There was lightning last night to the south east of us, in the Linne Shléiteach, which is the bit of the Atlantic separating Skye from the mainland, and the strikes shown on the BlitzortungLive map were down near the southern tip of The Island, two there and another one further south east just off the coast of the mainland.
I heard the rumble of thunder and Mrs Weaver turned off all the modems and unplugged them from the wall. This was the first time the Firewall 3G dongle failover system had been used with a real DSL outage. Before I had cheated by tweaking the Firebrick config so that it couldn’t find any of the modems. Anyway it worked superbly, AA at their end and the Firebrick here both switched over to directing all of the traffic through the 3G dongle.

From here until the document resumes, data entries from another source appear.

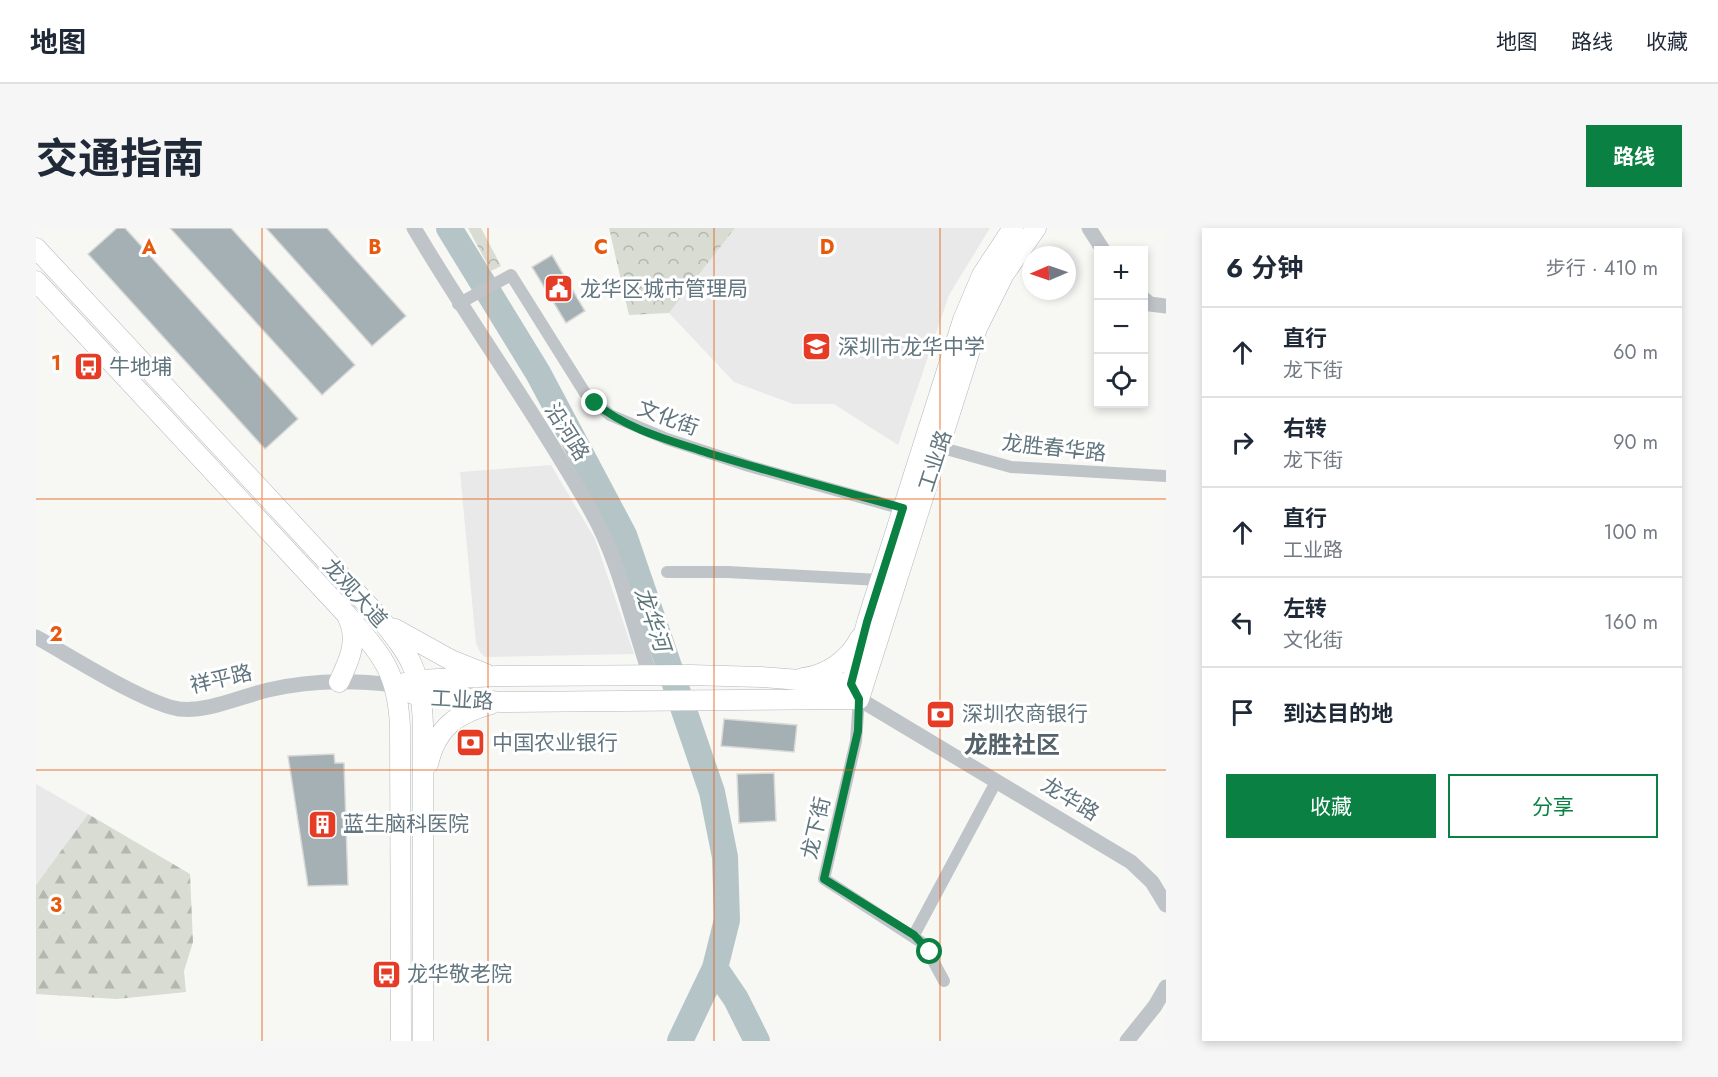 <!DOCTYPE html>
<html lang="zh">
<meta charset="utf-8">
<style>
:root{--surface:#fff;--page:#f6f6f7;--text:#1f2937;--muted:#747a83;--line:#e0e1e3;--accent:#0b8043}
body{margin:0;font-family:Jost,"Noto Sans SC",sans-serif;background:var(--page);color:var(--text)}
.controls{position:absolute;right:18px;top:18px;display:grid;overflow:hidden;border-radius:0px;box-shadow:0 3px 9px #0003}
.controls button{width:54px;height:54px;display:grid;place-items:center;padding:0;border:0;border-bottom:2px solid var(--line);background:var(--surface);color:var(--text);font:30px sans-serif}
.compass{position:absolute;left:986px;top:18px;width:54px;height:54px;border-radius:50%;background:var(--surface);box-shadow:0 3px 9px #0003;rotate:268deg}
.stop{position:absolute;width:18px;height:18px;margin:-14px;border:4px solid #0b8043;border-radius:50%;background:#fff}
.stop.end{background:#0b8043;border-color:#fff;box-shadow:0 2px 6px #0008}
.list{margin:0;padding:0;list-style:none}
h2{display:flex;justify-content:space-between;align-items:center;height:78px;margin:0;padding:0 24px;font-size:26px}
h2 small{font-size:20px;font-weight:400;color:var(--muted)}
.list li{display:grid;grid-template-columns:39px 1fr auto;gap:18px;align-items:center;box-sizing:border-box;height:90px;padding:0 24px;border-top:2px solid var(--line)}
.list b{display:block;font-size:22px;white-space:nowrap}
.list p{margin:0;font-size:20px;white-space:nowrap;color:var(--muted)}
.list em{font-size:20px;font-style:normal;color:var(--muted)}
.actions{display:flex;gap:12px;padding:18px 24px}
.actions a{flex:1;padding:14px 0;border:2px solid var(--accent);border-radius:0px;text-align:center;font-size:21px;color:var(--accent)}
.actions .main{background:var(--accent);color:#fff}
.icon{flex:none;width:33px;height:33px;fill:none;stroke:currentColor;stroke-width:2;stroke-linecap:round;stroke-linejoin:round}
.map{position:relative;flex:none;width:1130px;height:813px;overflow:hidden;border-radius:0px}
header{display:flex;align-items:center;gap:36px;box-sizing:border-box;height:84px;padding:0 30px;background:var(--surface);border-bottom:2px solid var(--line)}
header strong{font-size:28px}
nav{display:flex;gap:33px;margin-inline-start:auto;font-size:21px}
.intro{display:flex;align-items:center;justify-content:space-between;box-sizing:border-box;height:144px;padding:0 36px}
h1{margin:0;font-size:42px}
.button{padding:15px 27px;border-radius:0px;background:var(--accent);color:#fff;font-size:21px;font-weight:700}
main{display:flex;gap:36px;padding:0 36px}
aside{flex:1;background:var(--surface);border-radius:0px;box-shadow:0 3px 9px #0003}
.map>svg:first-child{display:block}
.built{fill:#e8e9e8}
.forest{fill:url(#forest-firs)}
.park{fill:url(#park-crowns)}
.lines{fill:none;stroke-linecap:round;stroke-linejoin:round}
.river{stroke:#b5c5c7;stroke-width:26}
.building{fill:#a5b0b4;stroke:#d9d9d7;stroke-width:1.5}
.primary-casing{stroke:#b2b8bb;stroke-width:21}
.minor{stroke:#bec4c7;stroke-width:12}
.tertiary{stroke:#bec4c7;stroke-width:15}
.primary{stroke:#fff;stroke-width:20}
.route{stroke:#0b8043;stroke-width:8}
.grid{fill:none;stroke:#e8590c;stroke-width:1.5;stroke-opacity:0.55}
.labels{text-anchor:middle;stroke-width:6;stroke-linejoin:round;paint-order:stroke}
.poi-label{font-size:21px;fill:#627680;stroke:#fff;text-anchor:start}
.street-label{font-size:21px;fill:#627680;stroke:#fff}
.water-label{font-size:22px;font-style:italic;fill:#5d767b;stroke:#fff}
.quarter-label{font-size:24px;font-weight:bold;fill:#54636b;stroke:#fff}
.grid-label{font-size:20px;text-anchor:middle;font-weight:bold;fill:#e8590c;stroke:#fff;stroke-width:6;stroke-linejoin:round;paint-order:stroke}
</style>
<header>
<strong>地图</strong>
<nav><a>地图</a><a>路线</a><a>收藏</a></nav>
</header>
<div class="intro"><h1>交通指南</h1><a class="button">路线</a></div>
<main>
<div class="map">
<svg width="1130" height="813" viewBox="0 0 1130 813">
<defs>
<pattern id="forest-firs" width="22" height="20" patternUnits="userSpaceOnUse" patternTransform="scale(1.5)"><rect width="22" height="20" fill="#d8dcd3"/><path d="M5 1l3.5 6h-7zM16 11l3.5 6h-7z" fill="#b3b7b0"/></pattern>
<pattern id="park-crowns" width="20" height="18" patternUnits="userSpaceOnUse" patternTransform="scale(1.5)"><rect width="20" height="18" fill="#d8dcd3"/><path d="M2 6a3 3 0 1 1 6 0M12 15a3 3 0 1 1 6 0" fill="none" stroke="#b3b7b0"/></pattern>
</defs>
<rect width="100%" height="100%" fill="#f7f7f4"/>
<path class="built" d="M699,0H954L913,67L862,217L798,176H757L698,154L633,85Z
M515,237L559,311L598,426L449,429L444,424L440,415L424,244Z
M0,556L52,586L0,657Z"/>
<path class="forest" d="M52,586L154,646L157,714L148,743L150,764L81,771L0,766V657Z"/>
<path class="park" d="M432,0H445L465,38L455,43Z
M573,0H699L633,85L593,87Z"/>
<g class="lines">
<path class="river" d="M413,0L502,145L588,307L676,564L689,629L691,692L679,740L644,813
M679,740L700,771L721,813"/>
</g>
<path class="building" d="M81,0H89L262,191L229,221L52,26Z
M134,0H195L319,137L286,167Z
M230,0H291L370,88L336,118Z
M516,27L549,83L530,95L496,39Z
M688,491L761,497L758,524L685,518Z
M298,526L299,535H308L312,657L272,658L252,528Z
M738,545L740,593L703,595L701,546Z"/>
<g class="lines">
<defs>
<path id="primary" d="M0,20L343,389C376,430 385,443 387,497V813
M0,53L311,387C346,428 361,442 364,498L365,813
M359,401L415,432L450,446
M767,450C791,447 813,432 824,410
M303,454C313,433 323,412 312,390
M359,457L386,470L416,469L465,474L823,471L941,100L968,46L1000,0
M359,457L383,452L462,448L654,447L725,449L815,456L831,394L927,92L946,47L977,0
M392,536C400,500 421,485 455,476"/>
</defs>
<use href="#primary" class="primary-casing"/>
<path class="minor" d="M422,76L475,47L549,165L574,187L631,211L713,238L867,281
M903,219L975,239L1130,248
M631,344H692L844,352
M823,471L820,513L788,651L888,716L908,753
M878,707L961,552"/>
<path class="tertiary" d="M378,0C434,95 500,185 554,281C583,331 595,392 614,447
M1053,0L1067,22
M1108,71L1114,76L1130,78
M0,409C33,427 109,476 143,481C173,484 203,469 232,462C273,452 318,452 359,457
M818,462L823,471L1095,634L1116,654L1130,677
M1091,813L1119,778L1130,759"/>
<use href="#primary" class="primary"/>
</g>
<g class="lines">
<path class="route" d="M559,175C592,202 633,212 672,225C737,245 802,262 867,280L831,394L815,456L823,471L822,503L788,651L878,707L894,724"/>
</g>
<path class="grid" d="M226,0V813M452,0V813M678,0V813M904,0V813M0,271H1130M0,542H1130"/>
<defs>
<symbol id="civic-square" viewBox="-11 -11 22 22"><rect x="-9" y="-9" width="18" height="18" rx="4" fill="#e63c26" stroke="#fff"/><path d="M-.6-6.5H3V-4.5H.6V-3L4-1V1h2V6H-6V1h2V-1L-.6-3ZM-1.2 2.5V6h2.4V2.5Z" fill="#fff"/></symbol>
<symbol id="school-square" viewBox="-11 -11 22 22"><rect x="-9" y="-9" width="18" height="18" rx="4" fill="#e63c26" stroke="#fff"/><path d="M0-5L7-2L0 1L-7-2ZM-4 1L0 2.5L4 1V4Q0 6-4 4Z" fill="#fff"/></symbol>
<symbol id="bus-square" viewBox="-11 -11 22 22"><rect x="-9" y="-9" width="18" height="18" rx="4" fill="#e63c26" stroke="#fff"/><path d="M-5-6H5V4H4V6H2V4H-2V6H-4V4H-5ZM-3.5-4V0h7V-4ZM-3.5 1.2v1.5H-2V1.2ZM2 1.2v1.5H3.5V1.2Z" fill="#fff"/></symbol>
<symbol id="bank-square" viewBox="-11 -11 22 22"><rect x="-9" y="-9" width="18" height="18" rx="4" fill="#e63c26" stroke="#fff"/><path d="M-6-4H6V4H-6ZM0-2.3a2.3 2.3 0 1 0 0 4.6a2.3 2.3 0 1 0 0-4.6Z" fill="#fff"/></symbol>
<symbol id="building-square" viewBox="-11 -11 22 22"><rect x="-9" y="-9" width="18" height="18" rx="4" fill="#e63c26" stroke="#fff"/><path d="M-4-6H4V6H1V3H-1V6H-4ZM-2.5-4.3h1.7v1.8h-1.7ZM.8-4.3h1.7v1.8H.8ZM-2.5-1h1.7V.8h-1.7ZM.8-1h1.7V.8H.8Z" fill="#fff"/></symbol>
</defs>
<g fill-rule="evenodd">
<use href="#civic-square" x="506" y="44" width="33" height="33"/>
<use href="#school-square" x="764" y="102" width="33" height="33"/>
<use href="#bus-square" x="36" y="122" width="33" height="33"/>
<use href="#bank-square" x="888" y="470" width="33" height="33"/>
<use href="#bank-square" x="418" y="498" width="33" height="33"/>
<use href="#building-square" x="270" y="580" width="33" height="33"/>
<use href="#bus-square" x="334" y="730" width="33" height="33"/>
</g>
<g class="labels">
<g class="poi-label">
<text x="544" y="68">龙华区城市管理局</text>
<text x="802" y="126">深圳市龙华中学</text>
<text x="73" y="146">牛地埔</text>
<text x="926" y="493">深圳农商银行</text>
<text x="456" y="522">中国农业银行</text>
<text x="307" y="603">蓝生脑科医院</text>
<text x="371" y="753">龙华敬老院</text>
</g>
<g class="street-label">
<text transform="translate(632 190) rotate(20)" y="7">文化街</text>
<text transform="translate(531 204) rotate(58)" y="7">沿河路</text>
<text transform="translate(1018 220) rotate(6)" y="7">龙胜春华路</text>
<text transform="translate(899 233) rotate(-72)" y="7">工业路</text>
<text transform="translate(319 365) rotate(48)" y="7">龙观大道</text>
<text transform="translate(185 451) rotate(-13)" y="7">祥平路</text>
<text transform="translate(426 472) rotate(3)" y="7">工业路</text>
<text transform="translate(1034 571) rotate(31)" y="7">龙华路</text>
<text transform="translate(780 600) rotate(-77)" y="7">龙下街</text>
</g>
<g class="water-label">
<text transform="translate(617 391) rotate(71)" y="8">龙华河</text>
</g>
<g class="quarter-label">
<text x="976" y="525">龙胜社区</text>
</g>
</g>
<g class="grid-label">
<text x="113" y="26">A</text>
<text x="339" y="26">B</text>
<text x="565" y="26">C</text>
<text x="791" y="26">D</text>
<text x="20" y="142">1</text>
<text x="20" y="413">2</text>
<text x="20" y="684">3</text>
</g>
</svg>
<div class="controls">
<button>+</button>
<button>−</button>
<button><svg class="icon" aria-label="locate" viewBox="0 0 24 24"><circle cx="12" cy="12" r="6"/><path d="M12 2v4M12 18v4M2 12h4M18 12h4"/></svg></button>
</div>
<svg class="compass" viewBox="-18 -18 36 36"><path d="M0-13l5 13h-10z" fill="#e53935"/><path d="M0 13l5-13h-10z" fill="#747a83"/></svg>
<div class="stop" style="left:894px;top:724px"></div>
<div class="stop end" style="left:559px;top:175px"></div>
</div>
<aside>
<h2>6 分钟<small>步行 · 410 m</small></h2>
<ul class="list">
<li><svg class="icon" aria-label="ahead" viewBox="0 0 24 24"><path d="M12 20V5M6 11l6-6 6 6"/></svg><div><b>直行</b><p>龙下街</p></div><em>60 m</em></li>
<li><svg class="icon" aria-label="right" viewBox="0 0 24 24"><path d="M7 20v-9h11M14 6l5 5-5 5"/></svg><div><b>右转</b><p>龙下街</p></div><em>90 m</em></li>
<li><svg class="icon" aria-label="ahead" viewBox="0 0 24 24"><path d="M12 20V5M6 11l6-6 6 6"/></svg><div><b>直行</b><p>工业路</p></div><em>100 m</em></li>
<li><svg class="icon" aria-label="left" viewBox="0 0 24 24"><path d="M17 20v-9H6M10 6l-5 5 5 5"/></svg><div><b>左转</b><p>文化街</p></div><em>160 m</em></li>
<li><svg class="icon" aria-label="arrive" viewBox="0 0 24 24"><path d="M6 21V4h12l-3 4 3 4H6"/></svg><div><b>到达目的地</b></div></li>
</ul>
<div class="actions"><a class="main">收藏</a><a>分享</a></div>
</aside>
</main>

It used all the exact same IP addresses, so TCP connections could simply carry on without a clue that anything had happened. Changing IP addresses would have meant having to bin TCP connections as TCP cannot handle such a change (although more advanced protocols such as SCTP can iirc) and also the remote end wouldn’t know who the new IP address was that suddenly started talking to it because it uses the old address to identify the particular client.
One really bad thing is the fact that the 3G/4G network doesn’t speak IPv6, but luckily AA and the Firebrick both compensate by going over to tunnelling IPv6 traffic in IPv4. IPv6 was tested using the two test websites test-ipv6.com and ipv6-test.com and got 100% top marks score from each.

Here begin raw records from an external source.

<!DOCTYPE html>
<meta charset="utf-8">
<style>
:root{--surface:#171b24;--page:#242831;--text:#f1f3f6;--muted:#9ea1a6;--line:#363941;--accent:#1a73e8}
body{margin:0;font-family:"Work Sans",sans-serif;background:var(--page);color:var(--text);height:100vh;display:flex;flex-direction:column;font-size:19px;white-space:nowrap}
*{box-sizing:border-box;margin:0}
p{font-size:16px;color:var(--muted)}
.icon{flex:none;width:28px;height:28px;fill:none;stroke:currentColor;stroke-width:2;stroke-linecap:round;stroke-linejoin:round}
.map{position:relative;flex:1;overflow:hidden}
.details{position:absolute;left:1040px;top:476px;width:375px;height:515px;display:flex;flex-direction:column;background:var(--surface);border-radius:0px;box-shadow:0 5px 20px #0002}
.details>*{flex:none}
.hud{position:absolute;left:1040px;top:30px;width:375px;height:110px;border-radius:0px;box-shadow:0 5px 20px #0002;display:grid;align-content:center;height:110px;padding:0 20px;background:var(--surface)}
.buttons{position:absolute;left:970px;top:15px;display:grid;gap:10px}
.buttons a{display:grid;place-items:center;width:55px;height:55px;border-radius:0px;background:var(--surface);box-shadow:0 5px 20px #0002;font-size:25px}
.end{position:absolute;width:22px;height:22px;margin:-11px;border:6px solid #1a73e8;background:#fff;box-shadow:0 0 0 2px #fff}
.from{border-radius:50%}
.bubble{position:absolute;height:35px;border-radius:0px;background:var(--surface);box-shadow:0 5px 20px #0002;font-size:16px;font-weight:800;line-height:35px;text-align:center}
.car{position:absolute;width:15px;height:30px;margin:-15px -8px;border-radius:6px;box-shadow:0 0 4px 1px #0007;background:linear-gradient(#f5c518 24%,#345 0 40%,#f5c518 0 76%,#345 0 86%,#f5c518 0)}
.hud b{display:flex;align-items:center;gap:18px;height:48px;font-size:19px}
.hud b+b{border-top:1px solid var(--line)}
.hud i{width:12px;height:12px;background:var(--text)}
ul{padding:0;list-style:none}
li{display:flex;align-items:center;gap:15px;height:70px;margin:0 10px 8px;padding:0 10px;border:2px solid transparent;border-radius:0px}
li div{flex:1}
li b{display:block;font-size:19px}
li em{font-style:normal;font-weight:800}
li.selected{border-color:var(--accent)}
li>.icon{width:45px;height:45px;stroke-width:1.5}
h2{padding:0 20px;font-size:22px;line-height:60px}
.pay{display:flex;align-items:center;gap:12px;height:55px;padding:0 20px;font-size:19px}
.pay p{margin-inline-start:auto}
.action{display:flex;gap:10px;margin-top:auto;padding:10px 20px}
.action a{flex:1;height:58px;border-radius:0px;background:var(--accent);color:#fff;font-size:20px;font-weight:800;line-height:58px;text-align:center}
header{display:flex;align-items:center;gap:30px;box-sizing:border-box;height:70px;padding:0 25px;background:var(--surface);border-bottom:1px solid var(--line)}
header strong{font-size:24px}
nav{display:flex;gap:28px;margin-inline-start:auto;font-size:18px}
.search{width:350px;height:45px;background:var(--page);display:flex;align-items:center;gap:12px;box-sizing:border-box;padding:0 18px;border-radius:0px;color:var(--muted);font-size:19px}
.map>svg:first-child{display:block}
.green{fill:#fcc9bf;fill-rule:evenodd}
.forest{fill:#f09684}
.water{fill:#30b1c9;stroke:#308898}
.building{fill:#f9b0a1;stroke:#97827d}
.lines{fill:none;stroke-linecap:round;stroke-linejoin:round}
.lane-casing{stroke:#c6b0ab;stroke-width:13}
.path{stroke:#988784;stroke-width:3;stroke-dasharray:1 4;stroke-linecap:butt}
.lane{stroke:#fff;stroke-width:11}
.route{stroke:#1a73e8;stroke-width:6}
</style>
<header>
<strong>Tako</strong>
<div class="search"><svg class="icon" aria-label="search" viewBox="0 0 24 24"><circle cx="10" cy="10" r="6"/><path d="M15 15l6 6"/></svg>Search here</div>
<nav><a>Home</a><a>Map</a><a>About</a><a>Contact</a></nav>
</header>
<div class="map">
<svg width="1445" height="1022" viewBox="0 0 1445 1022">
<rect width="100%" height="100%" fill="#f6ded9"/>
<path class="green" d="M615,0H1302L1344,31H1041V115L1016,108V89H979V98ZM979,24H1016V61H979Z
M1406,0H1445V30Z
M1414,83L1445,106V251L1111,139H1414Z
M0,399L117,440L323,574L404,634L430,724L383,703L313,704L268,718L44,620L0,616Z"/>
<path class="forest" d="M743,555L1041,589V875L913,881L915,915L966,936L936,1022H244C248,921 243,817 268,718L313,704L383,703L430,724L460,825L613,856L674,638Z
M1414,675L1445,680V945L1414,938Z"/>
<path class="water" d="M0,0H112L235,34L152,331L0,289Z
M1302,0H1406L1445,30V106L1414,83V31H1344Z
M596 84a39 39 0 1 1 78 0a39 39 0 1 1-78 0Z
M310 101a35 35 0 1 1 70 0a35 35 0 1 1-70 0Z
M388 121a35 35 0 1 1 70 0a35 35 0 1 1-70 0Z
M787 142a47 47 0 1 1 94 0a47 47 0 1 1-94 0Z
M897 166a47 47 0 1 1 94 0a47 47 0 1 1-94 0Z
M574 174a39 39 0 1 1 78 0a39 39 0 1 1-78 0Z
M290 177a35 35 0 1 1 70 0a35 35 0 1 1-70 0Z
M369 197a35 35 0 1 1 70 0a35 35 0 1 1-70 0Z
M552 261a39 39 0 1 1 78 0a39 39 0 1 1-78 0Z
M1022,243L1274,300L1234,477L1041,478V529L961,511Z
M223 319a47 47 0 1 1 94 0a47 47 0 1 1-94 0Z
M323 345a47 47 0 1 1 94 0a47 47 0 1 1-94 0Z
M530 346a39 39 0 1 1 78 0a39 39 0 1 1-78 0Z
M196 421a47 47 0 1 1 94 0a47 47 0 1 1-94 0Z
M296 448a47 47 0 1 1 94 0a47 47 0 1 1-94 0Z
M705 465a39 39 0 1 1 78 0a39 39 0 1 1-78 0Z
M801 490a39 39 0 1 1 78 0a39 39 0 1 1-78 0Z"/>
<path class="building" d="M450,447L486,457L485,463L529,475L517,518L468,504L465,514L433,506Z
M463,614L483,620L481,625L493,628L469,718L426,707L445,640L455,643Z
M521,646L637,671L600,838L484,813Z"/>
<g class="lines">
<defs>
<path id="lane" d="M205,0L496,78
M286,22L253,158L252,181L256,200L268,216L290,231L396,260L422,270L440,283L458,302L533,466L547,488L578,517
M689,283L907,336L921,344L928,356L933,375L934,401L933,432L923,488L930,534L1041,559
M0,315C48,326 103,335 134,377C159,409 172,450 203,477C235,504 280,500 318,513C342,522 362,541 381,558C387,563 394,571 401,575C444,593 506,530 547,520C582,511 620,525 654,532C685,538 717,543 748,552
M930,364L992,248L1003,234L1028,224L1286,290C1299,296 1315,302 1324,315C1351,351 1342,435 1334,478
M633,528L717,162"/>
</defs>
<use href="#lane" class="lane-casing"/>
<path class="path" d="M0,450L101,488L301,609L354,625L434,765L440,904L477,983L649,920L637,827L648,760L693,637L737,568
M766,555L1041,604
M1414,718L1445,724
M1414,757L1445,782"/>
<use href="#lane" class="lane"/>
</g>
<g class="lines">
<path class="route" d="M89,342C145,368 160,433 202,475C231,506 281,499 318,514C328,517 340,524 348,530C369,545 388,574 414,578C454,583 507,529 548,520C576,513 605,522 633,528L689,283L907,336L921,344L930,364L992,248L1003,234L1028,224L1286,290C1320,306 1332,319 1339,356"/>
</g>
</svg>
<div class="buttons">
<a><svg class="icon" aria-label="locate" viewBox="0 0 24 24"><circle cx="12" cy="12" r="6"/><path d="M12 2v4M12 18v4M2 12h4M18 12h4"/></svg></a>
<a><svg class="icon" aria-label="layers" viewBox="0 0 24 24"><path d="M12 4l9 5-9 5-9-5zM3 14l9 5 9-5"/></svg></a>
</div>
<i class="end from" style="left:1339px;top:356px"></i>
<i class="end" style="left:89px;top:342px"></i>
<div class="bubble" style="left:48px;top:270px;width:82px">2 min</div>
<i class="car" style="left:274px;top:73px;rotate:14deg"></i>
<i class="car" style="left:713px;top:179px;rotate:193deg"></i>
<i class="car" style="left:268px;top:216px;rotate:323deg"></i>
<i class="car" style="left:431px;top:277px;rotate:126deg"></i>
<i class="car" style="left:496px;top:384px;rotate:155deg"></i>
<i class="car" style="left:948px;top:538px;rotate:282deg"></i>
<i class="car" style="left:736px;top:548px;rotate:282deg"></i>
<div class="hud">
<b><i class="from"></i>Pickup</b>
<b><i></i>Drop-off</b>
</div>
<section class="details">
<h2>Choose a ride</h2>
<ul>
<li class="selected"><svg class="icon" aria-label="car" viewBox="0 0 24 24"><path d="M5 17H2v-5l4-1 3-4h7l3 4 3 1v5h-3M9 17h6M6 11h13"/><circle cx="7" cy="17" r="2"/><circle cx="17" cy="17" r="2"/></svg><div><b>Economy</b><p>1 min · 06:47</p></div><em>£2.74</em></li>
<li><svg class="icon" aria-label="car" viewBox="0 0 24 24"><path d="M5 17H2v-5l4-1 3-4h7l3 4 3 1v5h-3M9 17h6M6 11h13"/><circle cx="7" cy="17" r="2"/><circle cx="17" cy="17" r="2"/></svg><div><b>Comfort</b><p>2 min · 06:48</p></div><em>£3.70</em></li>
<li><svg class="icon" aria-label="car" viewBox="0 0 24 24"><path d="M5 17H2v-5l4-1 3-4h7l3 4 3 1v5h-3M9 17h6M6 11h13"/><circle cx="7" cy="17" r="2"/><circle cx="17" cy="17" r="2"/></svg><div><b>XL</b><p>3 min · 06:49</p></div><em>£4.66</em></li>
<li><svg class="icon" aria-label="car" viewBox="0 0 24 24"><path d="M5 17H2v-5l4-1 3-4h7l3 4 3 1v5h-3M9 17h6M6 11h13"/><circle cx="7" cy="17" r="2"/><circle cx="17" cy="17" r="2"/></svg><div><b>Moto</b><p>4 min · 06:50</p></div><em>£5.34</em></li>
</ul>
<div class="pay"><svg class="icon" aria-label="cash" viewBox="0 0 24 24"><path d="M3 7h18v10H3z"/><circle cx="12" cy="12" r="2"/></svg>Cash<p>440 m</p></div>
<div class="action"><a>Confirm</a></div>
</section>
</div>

The other really bad thing is the low MTU of the network + dongle combination, which is only 1440 bytes (for an IP PDU). Why, I have no idea. I had complained to AA about this, seeing as they had told porkies about full 1500 byte MTU in their advertising and they seemed surprised and unaware, and had to simply confess that they had got it wrong somehow. At the time of failover, there will be a change of MTU in the middle of a session and if TCP connections or other protocol conversations are open then this might cause all kinds of disruption. Shudders. The way I have it set up, the effect on IPv6 will be different from the effect on IPv4. I really need to test both with downloads or uploads in progress at the time of a switchover.
It will need several pairs of hands, some accompanying dexterity and a load of coordinated actions, but with the setting up IPv4 and IPv6 transfers in both directions using various protocols and talking to various remote servers this could test his well protocols and software copes with the change of MTU mid-stream, if any. I would need to do traffic captures which I can do, because AA has a facility to do so and so do my WAPs. I struggle to make sense of these, the amount of information is overwhelming. Firstly, I could do with some decent software to break headers down really clearly with full explanations. Secondly I need help linking the packets that belong to each flow. And thirdly something that can help me spot salient features of the sequence of events in protcols such as TCP, including retransmission, out-of-order packet arrival and repeated duplicates, and especially important here, ICMP packets plus the reaction to them.
Anyway, despite the lack of detailed tests and challenging situations, the whole thing was a resounding success with every device just keeping on going.